Il Professor Praloran è stata indiscutibilmente una gran persona, un vero maestro di vita.

Ho avuto la grande fortuna di passare molti bei momenti con lui e con la sua famiglia e penso che sia difficile scrivere un testo che in poche pagine riesca a restituire l’immagine della brava persona che era il professor Praloran. Tuttavia, ho selezionato qui alcuni momenti che si sono impressi nella mia memoria in modo particolare.

 

La prima volta che lo conobbi fu in occasione della presentazione della sezione di italiano. Si trattava della mia prima settimana all’università, tutto era nuovo; la lingua di comunicazione, lo stabile gigantesco, la miriade di compagni, i professori. Mi bastava soffermarmi a pensare di essere all’università per fomentare l’agitazione e l’ansia che si erano impadronite di me, mi sentivo spaesata e terribilmente sola. Ci fu quasi una ressa per entrare nell’aula dove si sarebbe presentata la sezione di italiano, riuscii a guadagnarmi un posto nelle prime file e piena di apprensione mi preparai ad ascoltare il discorso del direttore di sezione, che temevo sarebbe stato elitario come quello della sezione di ******. Invece Marco Praloran, prima ancora di parlare, ci sorrise e il suo sorriso, ne sono certa, rassicurò molti che come me erano agitati. Poi, con amabilità, presentò i membri della sezione di italiano, come se tutti facessero parte di una grande famiglia, spiegò con simpatia gli obiettivi e concluse con un’osservazione che mi sorprende ancora oggi: “quello che vogliamo insegnarvi è  amare lo studio, voi magari andrete in biblioteca per consultare un libro che vi servirà per la preparazione di un seminario e l’occhio vi cadrà sul libro a fianco e allora lo prenderete e incomincerete a leggerlo e amarlo… e questo vorremmo succedesse con altri libri… È questo amore per la lettura che vogliamo trasmettervi ”. Con questa frase ci aveva già impartito una  lezione di vita: non limitarsi a svolgere il proprio lavoro, la propria ricerca, senza ampliare gli orizzonti della propria mente, ma interessarsi a tutto.
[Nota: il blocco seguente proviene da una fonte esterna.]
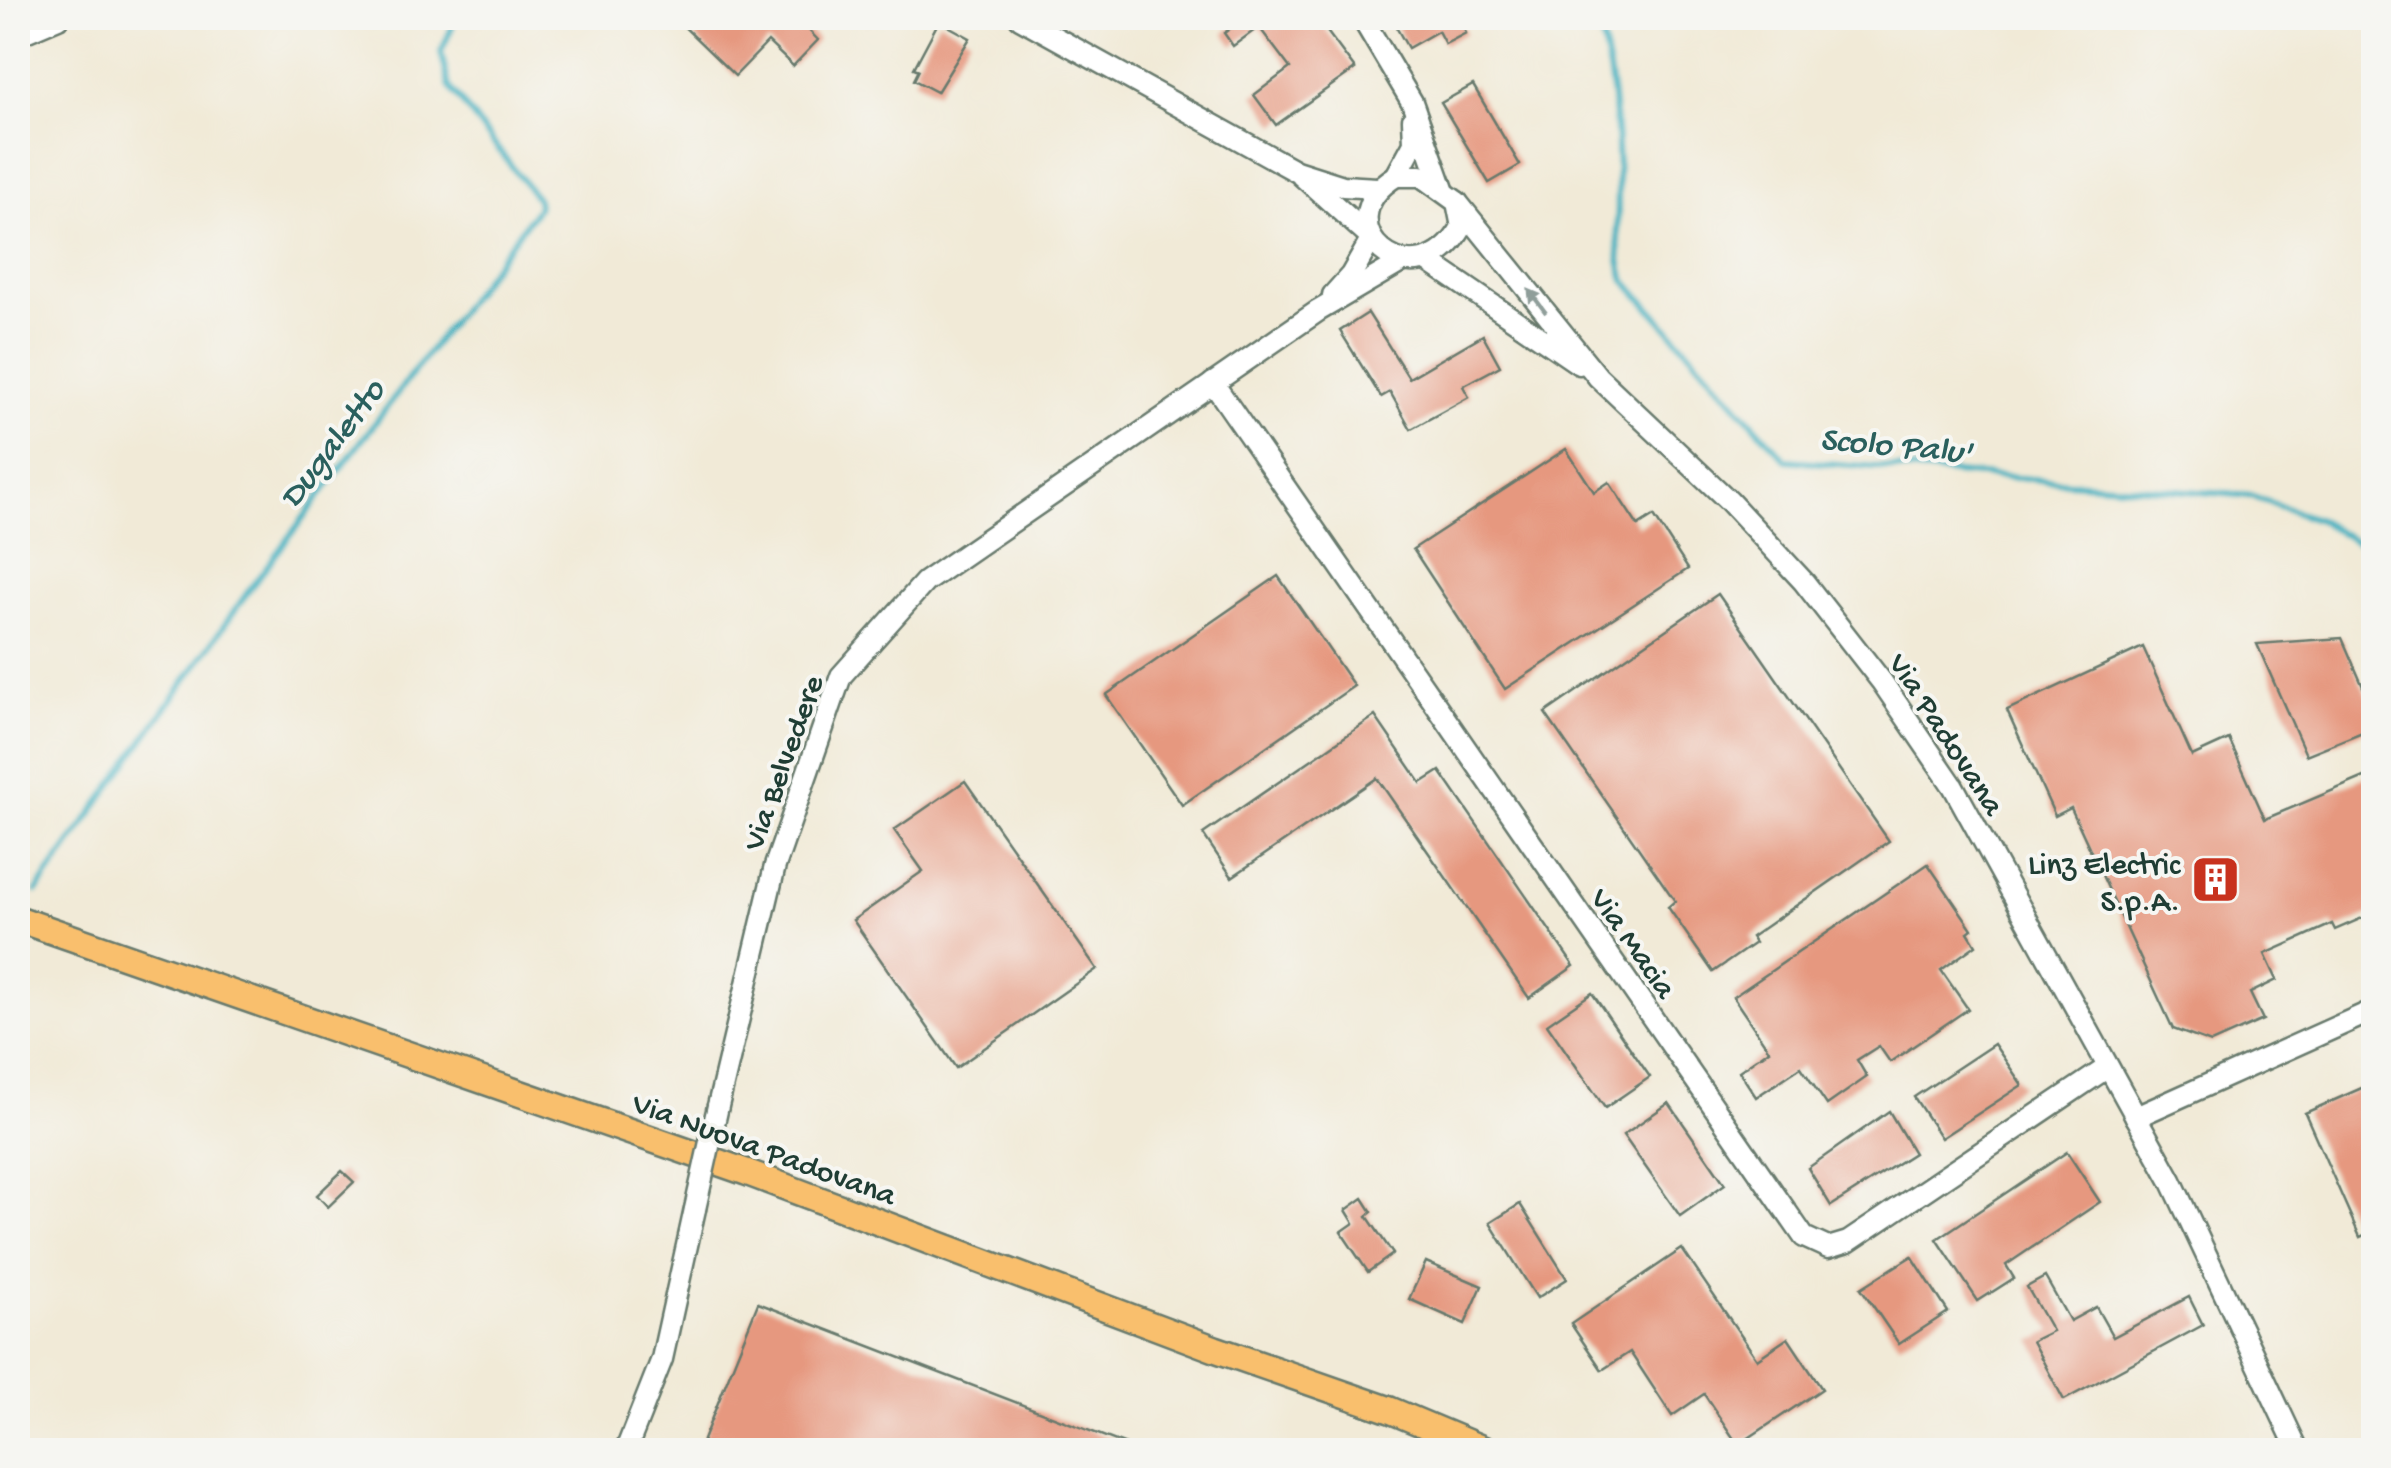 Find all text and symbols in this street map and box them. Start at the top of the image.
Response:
one-way arrow [1528,288,1548,314]
water label: Dugaletto [273,371,397,518]
water label: Scolo Palu' [1818,421,1975,476]
street label: Via Padovana [1877,647,2011,825]
street label: Via Belvedere [736,670,835,857]
place label: Linz Electric S.p.A. [2028,848,2181,923]
building icon: Linz Electric S.p.A. [2189,854,2241,906]
street label: Via Macia [1579,882,1683,1008]
street label: Via Nuova Padovana [625,1086,901,1217] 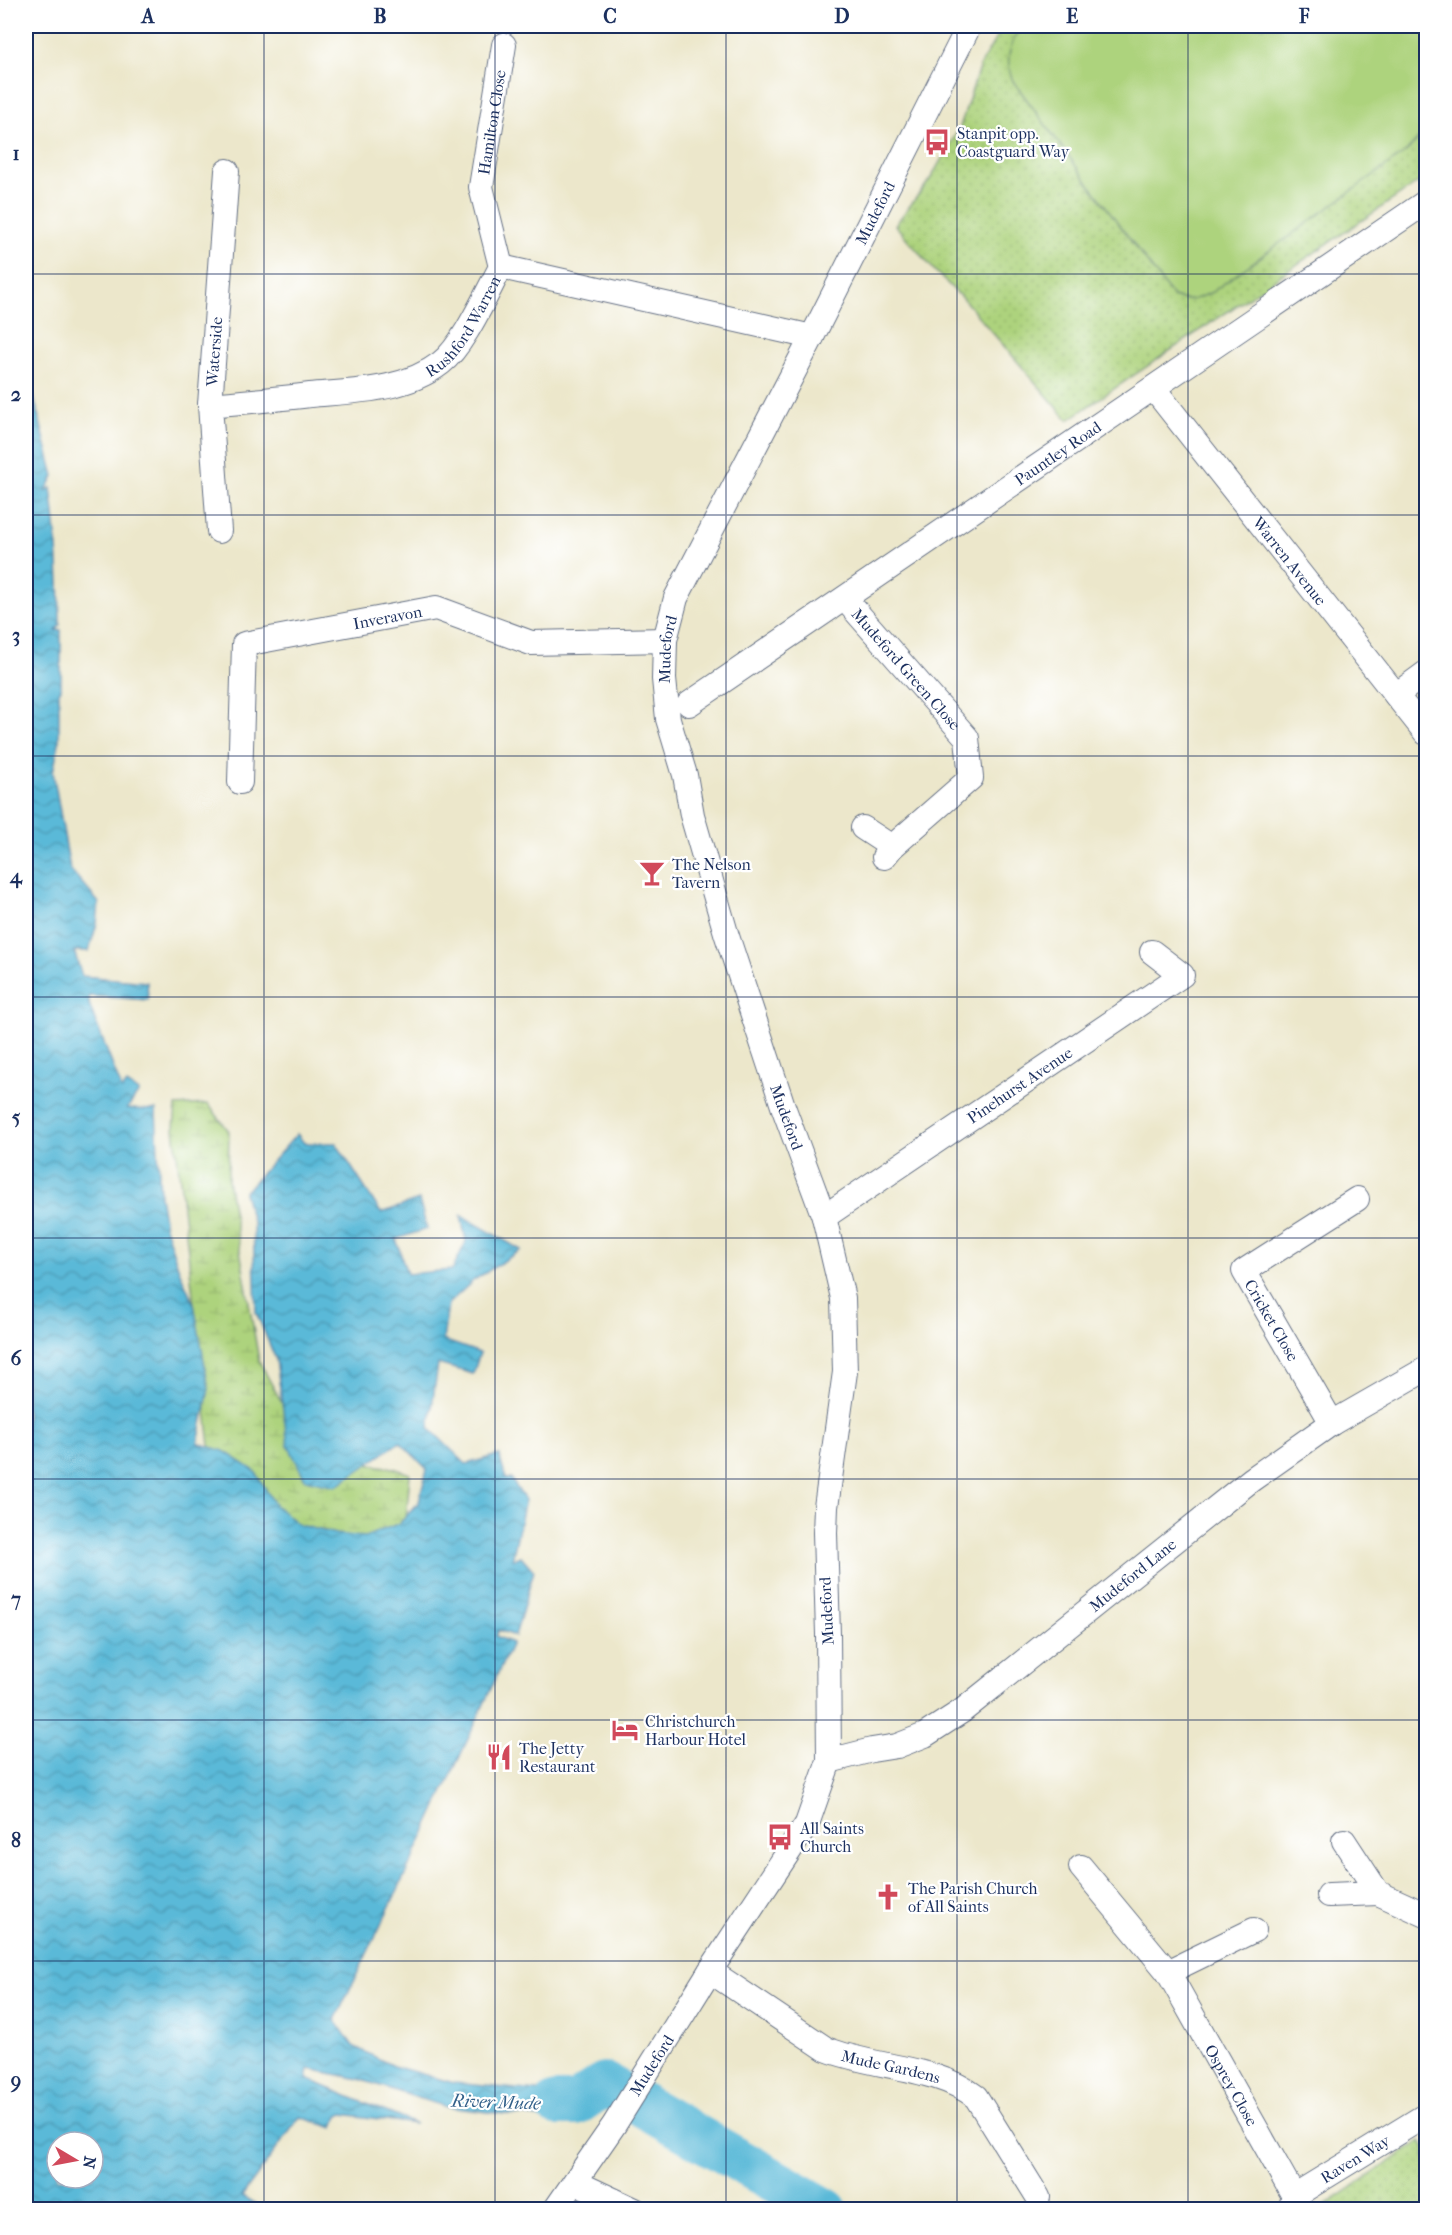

Non ricordo una sola lezione noiosa del Professore, è inutile nasconderlo; può capitare che alcuni professori corrano il rischio di annoiare gli studenti, ma non è questo il caso di Marco Praloran. Egli ci deliziava con aneddoti divertenti ogni volta e con molta semplicità ci trasmetteva concetti ordinariamente “barbosi”.

Ad esempio ricordo che aveva un modo singolare e unico di riassumere “in grandi linee” la trama di una storia, come, ad esempio, “un brutto porco rapì la ragazza e il brutto porco…”.

Leggeva con trasporto, tanto che sento ancora nelle orecchie la sua voce narrare Il barone rampante: “No, e poi no!- fece Cosimo, e respinse il piatto -Via da questa tavola! Ma già Cosimo aveva voltato le spalle a tutti noi e stava uscendo dalla sala”.

Una volta, per spiegarci la relatività del tempo, citò un esempio che credo tutti conoscano e condividano: “Il tempo può passare velocemente oppure molto, ma molto lentamente, come quando siete a casa di alcuni amici che vi mostrano le diapositive delle loro vacanze e si soffermano su particolare noiosi e ritornano su diapositive già viste per migliorare la spiegazione. Il tempo non passa più”.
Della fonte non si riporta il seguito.